(Data extracted from a collection)

◇ ◇ ◇

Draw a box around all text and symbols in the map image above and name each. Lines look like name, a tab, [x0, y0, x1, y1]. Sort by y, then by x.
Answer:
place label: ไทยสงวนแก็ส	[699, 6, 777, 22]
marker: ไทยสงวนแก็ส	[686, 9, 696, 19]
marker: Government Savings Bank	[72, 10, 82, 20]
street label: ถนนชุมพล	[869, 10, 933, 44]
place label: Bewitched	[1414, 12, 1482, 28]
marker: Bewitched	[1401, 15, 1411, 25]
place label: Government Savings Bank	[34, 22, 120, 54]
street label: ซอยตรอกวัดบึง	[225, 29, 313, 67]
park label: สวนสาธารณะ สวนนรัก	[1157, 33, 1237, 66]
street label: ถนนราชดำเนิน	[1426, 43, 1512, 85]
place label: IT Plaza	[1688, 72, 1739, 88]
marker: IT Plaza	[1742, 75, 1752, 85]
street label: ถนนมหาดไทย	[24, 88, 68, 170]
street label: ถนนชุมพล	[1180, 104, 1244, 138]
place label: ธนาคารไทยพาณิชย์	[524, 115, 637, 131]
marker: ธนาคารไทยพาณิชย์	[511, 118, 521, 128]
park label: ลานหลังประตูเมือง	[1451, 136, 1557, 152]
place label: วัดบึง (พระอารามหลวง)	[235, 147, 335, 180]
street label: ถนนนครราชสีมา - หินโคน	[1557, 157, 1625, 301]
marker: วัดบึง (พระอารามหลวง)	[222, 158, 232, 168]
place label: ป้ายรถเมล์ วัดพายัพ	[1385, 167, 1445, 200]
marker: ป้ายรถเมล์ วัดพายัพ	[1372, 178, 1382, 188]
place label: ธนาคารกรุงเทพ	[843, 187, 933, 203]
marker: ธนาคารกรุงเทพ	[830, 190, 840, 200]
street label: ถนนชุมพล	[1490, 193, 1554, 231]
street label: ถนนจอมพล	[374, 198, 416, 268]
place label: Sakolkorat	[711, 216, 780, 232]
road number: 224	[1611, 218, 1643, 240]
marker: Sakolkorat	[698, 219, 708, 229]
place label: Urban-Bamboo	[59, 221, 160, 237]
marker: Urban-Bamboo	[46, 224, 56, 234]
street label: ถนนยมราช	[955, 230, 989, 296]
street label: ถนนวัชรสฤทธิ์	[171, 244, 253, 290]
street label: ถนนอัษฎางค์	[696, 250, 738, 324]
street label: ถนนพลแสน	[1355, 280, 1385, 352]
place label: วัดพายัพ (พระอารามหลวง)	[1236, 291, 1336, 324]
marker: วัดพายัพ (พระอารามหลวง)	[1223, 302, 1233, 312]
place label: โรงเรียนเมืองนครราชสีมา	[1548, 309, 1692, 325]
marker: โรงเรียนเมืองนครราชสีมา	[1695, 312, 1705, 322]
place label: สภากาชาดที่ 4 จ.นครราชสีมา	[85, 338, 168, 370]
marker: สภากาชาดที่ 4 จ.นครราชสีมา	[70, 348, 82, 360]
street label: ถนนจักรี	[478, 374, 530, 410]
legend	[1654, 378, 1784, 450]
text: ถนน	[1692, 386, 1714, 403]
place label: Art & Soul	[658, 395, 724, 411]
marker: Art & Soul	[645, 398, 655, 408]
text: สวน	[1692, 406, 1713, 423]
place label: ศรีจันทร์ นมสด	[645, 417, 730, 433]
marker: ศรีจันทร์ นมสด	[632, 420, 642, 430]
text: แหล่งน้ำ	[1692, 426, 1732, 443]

◇ ◇ ◇

* What you are asked to do:
Reproduce the records above exactly.

* Answer to the problem:
Draw a box around all text and symbols in the map image above and name each. Lines look like name, a tab, [x0, y0, x1, y1]. Sort by y, then by x.
Answer:
place label: ไทยสงวนแก็ส	[699, 6, 777, 22]
marker: ไทยสงวนแก็ส	[686, 9, 696, 19]
marker: Government Savings Bank	[72, 10, 82, 20]
street label: ถนนชุมพล	[869, 10, 933, 44]
place label: Bewitched	[1414, 12, 1482, 28]
marker: Bewitched	[1401, 15, 1411, 25]
place label: Government Savings Bank	[34, 22, 120, 54]
street label: ซอยตรอกวัดบึง	[225, 29, 313, 67]
park label: สวนสาธารณะ สวนนรัก	[1157, 33, 1237, 66]
street label: ถนนราชดำเนิน	[1426, 43, 1512, 85]
place label: IT Plaza	[1688, 72, 1739, 88]
marker: IT Plaza	[1742, 75, 1752, 85]
street label: ถนนมหาดไทย	[24, 88, 68, 170]
street label: ถนนชุมพล	[1180, 104, 1244, 138]
place label: ธนาคารไทยพาณิชย์	[524, 115, 637, 131]
marker: ธนาคารไทยพาณิชย์	[511, 118, 521, 128]
park label: ลานหลังประตูเมือง	[1451, 136, 1557, 152]
place label: วัดบึง (พระอารามหลวง)	[235, 147, 335, 180]
street label: ถนนนครราชสีมา - หินโคน	[1557, 157, 1625, 301]
marker: วัดบึง (พระอารามหลวง)	[222, 158, 232, 168]
place label: ป้ายรถเมล์ วัดพายัพ	[1385, 167, 1445, 200]
marker: ป้ายรถเมล์ วัดพายัพ	[1372, 178, 1382, 188]
place label: ธนาคารกรุงเทพ	[843, 187, 933, 203]
marker: ธนาคารกรุงเทพ	[830, 190, 840, 200]
street label: ถนนชุมพล	[1490, 193, 1554, 231]
street label: ถนนจอมพล	[374, 198, 416, 268]
place label: Sakolkorat	[711, 216, 780, 232]
road number: 224	[1611, 218, 1643, 240]
marker: Sakolkorat	[698, 219, 708, 229]
place label: Urban-Bamboo	[59, 221, 160, 237]
marker: Urban-Bamboo	[46, 224, 56, 234]
street label: ถนนยมราช	[955, 230, 989, 296]
street label: ถนนวัชรสฤทธิ์	[171, 244, 253, 290]
street label: ถนนอัษฎางค์	[696, 250, 738, 324]
street label: ถนนพลแสน	[1355, 280, 1385, 352]
place label: วัดพายัพ (พระอารามหลวง)	[1236, 291, 1336, 324]
marker: วัดพายัพ (พระอารามหลวง)	[1223, 302, 1233, 312]
place label: โรงเรียนเมืองนครราชสีมา	[1548, 309, 1692, 325]
marker: โรงเรียนเมืองนครราชสีมา	[1695, 312, 1705, 322]
place label: สภากาชาดที่ 4 จ.นครราชสีมา	[85, 338, 168, 370]
marker: สภากาชาดที่ 4 จ.นครราชสีมา	[70, 348, 82, 360]
street label: ถนนจักรี	[478, 374, 530, 410]
legend	[1654, 378, 1784, 450]
text: ถนน	[1692, 386, 1714, 403]
place label: Art & Soul	[658, 395, 724, 411]
marker: Art & Soul	[645, 398, 655, 408]
text: สวน	[1692, 406, 1713, 423]
place label: ศรีจันทร์ นมสด	[645, 417, 730, 433]
marker: ศรีจันทร์ นมสด	[632, 420, 642, 430]
text: แหล่งน้ำ	[1692, 426, 1732, 443]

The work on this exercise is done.